Do large language models generate safe and guideline-concordant preoperative anaesthetic plans compared to expert anaesthesiologists in synthetic clinical cases?
LLMs demonstrate potential for routine preoperative anaesthetic planning but are currently insufficiently reliable for high-risk or complex patients.
BACKGROUND Preoperative anaesthetic consultation is essential for perioperative care, involving risk assessment, treatment optimisation, and planning of anaesthetic strategies according to established guidelines. Large language models (LLMs) could offer decision-support in this setting, but their autonomous capability to generate comprehensive, guideline-based anaesthetic plans remains unassessed in France and uncertain worldwide. METHODS In this simulation study, 100 synthetic clinical cases spanning various surgical specialties were evaluated. Three AI models-ChatGPT, Mistral, and a domain-specific LLM (Dougall GPT)-were prompted to generate preoperative anaesthetic assessment and plans based on French guidelines. Outputs were compared with expert anaesthesiologist reference plans using structured expert scoring across multiple domains, including guideline adherence and clinical safety.

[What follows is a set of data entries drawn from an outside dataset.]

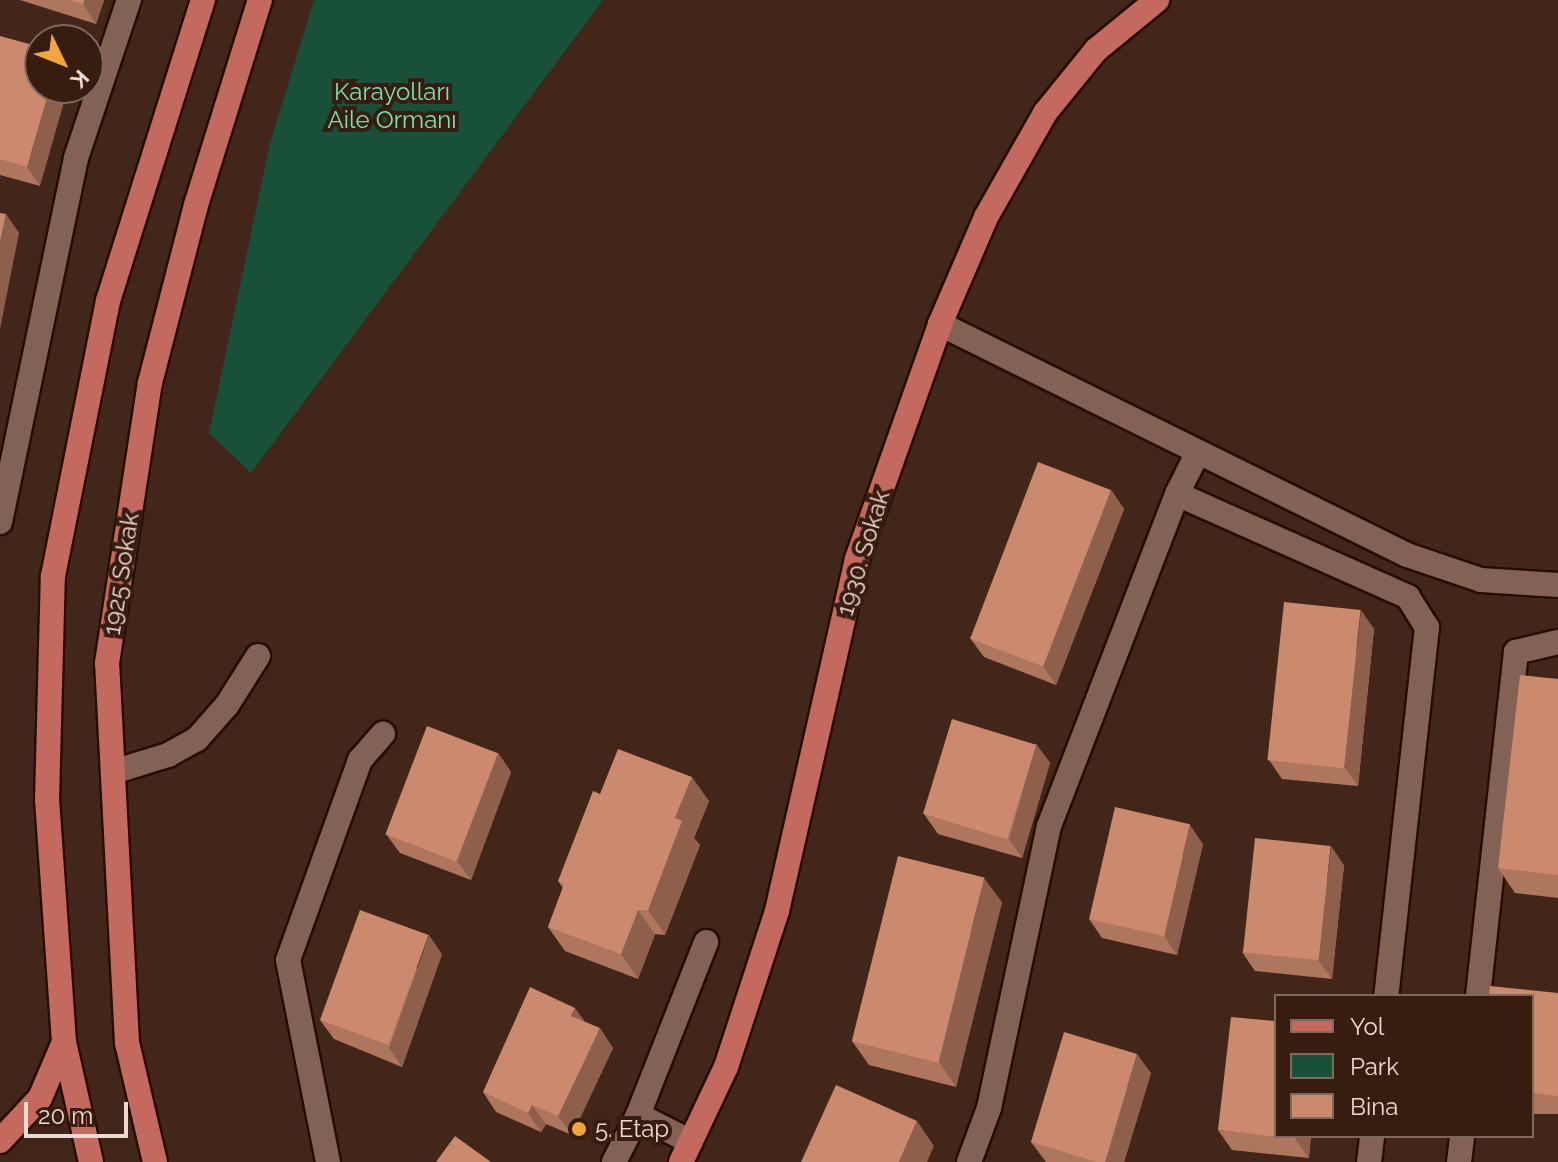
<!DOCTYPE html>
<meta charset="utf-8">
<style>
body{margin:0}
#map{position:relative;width:1558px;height:1162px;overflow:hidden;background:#422619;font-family:Raleway,sans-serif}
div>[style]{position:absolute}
.green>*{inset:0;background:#18503a}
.roads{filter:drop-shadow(2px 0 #270d03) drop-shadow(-2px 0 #270d03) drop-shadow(0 2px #270d03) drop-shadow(0 -2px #270d03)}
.minor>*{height:24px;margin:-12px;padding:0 12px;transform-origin:12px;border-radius:12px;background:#836255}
.major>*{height:24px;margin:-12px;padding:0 12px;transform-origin:12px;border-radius:12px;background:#c4695d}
.wall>*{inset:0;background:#af765e;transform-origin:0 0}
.shaded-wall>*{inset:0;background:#8e604c}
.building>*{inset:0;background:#cb896d;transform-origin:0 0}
.dots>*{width:22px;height:22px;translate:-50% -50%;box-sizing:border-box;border:4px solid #371c10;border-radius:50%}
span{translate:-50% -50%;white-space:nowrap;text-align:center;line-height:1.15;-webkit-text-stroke:8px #371c10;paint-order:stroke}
.park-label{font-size:24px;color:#78e2b4}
.street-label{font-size:24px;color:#ecd9d1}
.poi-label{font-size:24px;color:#ecd9d1}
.left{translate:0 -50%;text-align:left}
.legend{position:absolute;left:1274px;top:994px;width:260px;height:144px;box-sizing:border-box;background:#371c10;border:2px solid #7f685d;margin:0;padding:10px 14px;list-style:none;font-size:24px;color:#ecd9d1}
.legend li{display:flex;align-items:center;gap:16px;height:40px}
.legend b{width:40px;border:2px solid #7f685d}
.north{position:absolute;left:24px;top:24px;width:80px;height:80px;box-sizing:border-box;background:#371c10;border:2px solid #7f685d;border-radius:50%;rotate:133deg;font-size:22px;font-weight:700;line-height:32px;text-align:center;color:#ecd9d1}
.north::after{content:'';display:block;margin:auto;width:28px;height:36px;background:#efa73d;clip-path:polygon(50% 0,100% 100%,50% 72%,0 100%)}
.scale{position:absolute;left:24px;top:1102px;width:104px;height:36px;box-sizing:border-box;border:4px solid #ecd9d1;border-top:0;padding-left:10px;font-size:24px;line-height:28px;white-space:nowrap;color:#ecd9d1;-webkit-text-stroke:6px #371c10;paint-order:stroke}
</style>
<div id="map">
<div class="green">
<div style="clip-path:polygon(314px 0,603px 0,251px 473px,209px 433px,270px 143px)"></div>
</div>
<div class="roads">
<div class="minor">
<div style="left:940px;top:324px;width:521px;rotate:26.32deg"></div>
<div style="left:1407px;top:555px;width:78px;rotate:18.7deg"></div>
<div style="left:1481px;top:580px;width:77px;rotate:3.7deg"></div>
<div style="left:1177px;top:494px;width:47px;rotate:-63.4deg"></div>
<div style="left:0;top:522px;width:372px;rotate:-78.2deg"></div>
<div style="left:76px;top:158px;width:167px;rotate:-71.5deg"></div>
<div style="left:113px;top:772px;width:58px;rotate:-17.2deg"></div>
<div style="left:168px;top:755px;width:33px;rotate:-29deg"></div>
<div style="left:197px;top:739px;width:45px;rotate:-48.6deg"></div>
<div style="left:227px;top:705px;width:58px;rotate:-57.7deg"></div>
<div style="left:1478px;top:996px;width:346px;rotate:-83.7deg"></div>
<div style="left:1516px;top:652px;width:43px;rotate:-13.4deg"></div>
<div style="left:638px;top:1115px;width:59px;rotate:27deg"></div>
<div style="left:328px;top:1162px;width:206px;rotate:-101.2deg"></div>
<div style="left:288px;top:960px;width:213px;rotate:-70.2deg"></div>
<div style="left:360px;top:760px;width:35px;rotate:-49deg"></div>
<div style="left:614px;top:1162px;width:53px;rotate:-62.9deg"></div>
<div style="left:638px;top:1115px;width:186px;rotate:-68.5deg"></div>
<div style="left:969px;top:1162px;width:58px;rotate:-69.7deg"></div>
<div style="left:989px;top:1108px;width:288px;rotate:-78deg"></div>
<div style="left:1049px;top:826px;width:356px;rotate:-68.9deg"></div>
<div style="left:1177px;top:494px;width:253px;rotate:24deg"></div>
<div style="left:1408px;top:597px;width:36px;rotate:58deg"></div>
<div style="left:1427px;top:627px;width:371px;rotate:96.3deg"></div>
<div style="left:1369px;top:1162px;width:26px;rotate:-83deg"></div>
<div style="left:1459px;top:1162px;width:26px;rotate:-83deg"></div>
</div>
<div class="major">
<div style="left:0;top:1141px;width:59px;rotate:-47.1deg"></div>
<div style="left:40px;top:1098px;width:61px;rotate:-66.8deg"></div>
<div style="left:91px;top:1162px;width:123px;rotate:-102.7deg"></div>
<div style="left:64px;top:1042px;width:243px;rotate:-94deg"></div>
<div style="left:47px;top:800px;width:224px;rotate:-88.5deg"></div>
<div style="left:53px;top:576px;width:280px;rotate:-78.7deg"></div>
<div style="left:108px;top:301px;width:316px;rotate:-72.5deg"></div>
<div style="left:155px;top:1162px;width:122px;rotate:-103.2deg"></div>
<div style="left:127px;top:1043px;width:381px;rotate:-93deg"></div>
<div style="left:107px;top:663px;width:283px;rotate:-81.3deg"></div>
<div style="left:150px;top:383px;width:184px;rotate:-75.5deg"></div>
<div style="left:196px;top:205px;width:215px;rotate:-72.7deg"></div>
<div style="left:681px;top:1162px;width:105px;rotate:-64.7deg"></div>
<div style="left:726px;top:1067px;width:164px;rotate:-71.9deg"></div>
<div style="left:777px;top:911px;width:361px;rotate:-77.2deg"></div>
<div style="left:857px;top:559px;width:249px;rotate:-70.5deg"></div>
<div style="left:940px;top:324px;width:116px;rotate:-66.7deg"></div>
<div style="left:986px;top:217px;width:120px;rotate:-60.4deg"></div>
<div style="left:1045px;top:113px;width:81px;rotate:-51deg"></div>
<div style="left:1096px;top:50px;width:79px;rotate:-39.3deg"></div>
</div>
</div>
<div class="wall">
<div style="clip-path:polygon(20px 0,104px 0,96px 24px)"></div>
<div style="clip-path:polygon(0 36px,40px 186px,0 175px)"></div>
<div style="clip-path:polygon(1111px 490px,1124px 509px,1056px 685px,984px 657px,970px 638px)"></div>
<div style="clip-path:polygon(1374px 629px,1358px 786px,1282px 779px,1269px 760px)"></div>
<div style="clip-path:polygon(1558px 679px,1558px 898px,1515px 893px,1498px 868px)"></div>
<div style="clip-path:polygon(1036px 744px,1050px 763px,1022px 858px,938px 834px,924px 814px)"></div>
<div style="clip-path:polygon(498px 753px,511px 772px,471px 880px,400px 853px,386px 834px)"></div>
<div style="clip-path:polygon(709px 801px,694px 838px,700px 845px,665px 935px,655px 934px,638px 979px,565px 951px,548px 927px,563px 888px,558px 881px)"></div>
<div style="clip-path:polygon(1203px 844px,1177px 955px,1102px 938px,1089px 919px)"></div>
<div style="clip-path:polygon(1344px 865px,1332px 979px,1255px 971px,1242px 952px)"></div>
<div style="clip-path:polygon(1002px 902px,956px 1087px,869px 1065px,852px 1041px)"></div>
<div style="clip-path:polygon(442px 954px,402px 1067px,334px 1039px,320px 1020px)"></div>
<div style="left:1558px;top:993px;width:121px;height:26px;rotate:90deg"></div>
<div style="clip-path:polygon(585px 1022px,613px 1048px,572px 1135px,546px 1124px,541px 1132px,496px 1112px,483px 1092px)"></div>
<div style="clip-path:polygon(1151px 1073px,1124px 1162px,1046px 1162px,1031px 1142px)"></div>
<div style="clip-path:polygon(1218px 1130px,1276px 1136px,1311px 1136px,1309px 1158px,1232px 1150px)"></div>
</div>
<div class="shaded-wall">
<div style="clip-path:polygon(84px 0,104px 0,96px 24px,83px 4px)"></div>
<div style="clip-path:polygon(50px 88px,68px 88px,40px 186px,27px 167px)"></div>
<div style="clip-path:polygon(6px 214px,19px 233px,0 329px,0 243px)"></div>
<div style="clip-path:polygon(1111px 490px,1124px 509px,1056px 685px,1042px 665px)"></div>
<div style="clip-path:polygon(1361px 610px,1374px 629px,1358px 786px,1344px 767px)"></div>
<div style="clip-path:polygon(1036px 744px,1050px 763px,1022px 858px,1009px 839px)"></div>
<div style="clip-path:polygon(498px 753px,511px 772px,471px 880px,457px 861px)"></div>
<div style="clip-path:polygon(692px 777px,709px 801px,694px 838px,700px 845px,665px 935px,648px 910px,675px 818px)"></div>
<div style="clip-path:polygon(1190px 825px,1203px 844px,1177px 955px,1164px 936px)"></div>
<div style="clip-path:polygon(1331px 846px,1344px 865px,1332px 979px,1318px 960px)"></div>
<div style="clip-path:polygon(984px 878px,1002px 902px,956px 1087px,939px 1062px)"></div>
<div style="clip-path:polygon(638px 910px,655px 934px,638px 979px,621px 954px)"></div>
<div style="clip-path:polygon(429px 935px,442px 954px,402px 1067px,389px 1048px)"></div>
<div style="clip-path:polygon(575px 1008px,589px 1027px,571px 1016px)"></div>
<div style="clip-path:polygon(600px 1028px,613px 1048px,572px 1135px,558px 1116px)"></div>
<div style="clip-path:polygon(1137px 1054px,1151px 1073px,1124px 1162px,1105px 1162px)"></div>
<div style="clip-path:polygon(532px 1105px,546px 1124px,541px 1132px,528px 1113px)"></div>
<div style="clip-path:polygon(917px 1121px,934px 1146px,927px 1162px,899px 1162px)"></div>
<div style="clip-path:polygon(1296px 1136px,1311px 1136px,1309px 1158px,1295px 1139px)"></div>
</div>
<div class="building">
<div style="clip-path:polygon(69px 0,84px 0,83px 4px)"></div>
<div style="clip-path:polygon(0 36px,40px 47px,40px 88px,50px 88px,27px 167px,0 159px)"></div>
<div style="clip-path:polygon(0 213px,6px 214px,0 243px)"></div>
<div style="left:1038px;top:462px;width:78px;height:189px;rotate:21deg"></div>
<div style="left:1284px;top:602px;width:77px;height:159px;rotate:6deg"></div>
<div style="clip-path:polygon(1520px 675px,1558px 679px,1558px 875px,1498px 868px)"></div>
<div style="left:952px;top:719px;width:88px;height:99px;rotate:17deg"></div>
<div style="left:427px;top:726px;width:76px;height:116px;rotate:21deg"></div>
<div style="clip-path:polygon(618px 749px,692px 777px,675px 818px,682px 821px,648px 910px,638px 910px,621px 954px,548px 927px,564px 884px,558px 881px,593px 791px,600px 794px)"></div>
<div style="left:1115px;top:807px;width:77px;height:115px;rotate:13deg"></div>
<div style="left:1255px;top:838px;width:76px;height:115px;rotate:6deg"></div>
<div style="left:898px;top:856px;width:89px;height:191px;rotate:14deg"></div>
<div style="left:360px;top:910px;width:73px;height:117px;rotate:20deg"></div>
<div style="clip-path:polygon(1490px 986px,1558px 993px,1558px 1096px,1532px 1093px,1532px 996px,1489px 996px)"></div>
<div style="clip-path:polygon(530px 987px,575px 1008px,571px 1016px,600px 1028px,558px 1116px,532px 1105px,528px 1113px,483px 1092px)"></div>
<div style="clip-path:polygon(1231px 1017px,1276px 1021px,1276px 1136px,1296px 1136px,1295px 1139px,1218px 1130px)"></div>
<div style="clip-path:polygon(1064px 1032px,1137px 1054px,1105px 1162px,1097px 1162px,1031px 1142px)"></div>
<div style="clip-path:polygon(836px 1085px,917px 1121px,899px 1162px,801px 1162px)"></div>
<div style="clip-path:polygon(455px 1136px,491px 1162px,436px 1162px)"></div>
</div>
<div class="dots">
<div style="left:579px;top:1129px;background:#efa73d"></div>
</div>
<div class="park-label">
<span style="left:392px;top:106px">Karayolları<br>Aile Ormanı</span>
</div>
<div class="street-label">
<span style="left:863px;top:553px;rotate:-73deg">1930. Sokak</span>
<span style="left:121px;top:574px;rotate:-81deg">1925 Sokak</span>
</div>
<div class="poi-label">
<span class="left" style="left:595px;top:1129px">5. Etap</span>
</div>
<ul class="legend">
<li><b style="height:10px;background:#c4695d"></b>Yol</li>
<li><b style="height:22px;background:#18503a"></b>Park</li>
<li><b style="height:22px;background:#cb896d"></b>Bina</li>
</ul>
<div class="north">K</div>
<div class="scale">20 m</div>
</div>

RESULTS Among 1,200 evaluated data fields across 100 cases, ChatGPT showed the highest overall guideline conformity, measured using a 0-4 expert-derived ordinal scale per domain (4 = guideline-concordant). ChatGPT provided the most complete outputs (98% of requested items) and achieved the highest median agreement scores in seven of the 12 anaesthesia domains. Dougall GPT performed moderately, whereas Mistral LeChat showed lower conformity and the highest proportion of unsafe or potentially unsafe outputs (scores ≤2). CONCLUSIONS Current LLMs demonstrate encouraging potential to support preoperative anaesthetic planning for routine cases. However, their reliability remains insufficient for high-risk or complex patients without further fine-tuning and safety controls. These findings underscore both the potential and the current limitations of AI in perioperative decision support.
Jarrassier et al. (Thu,) studied this question.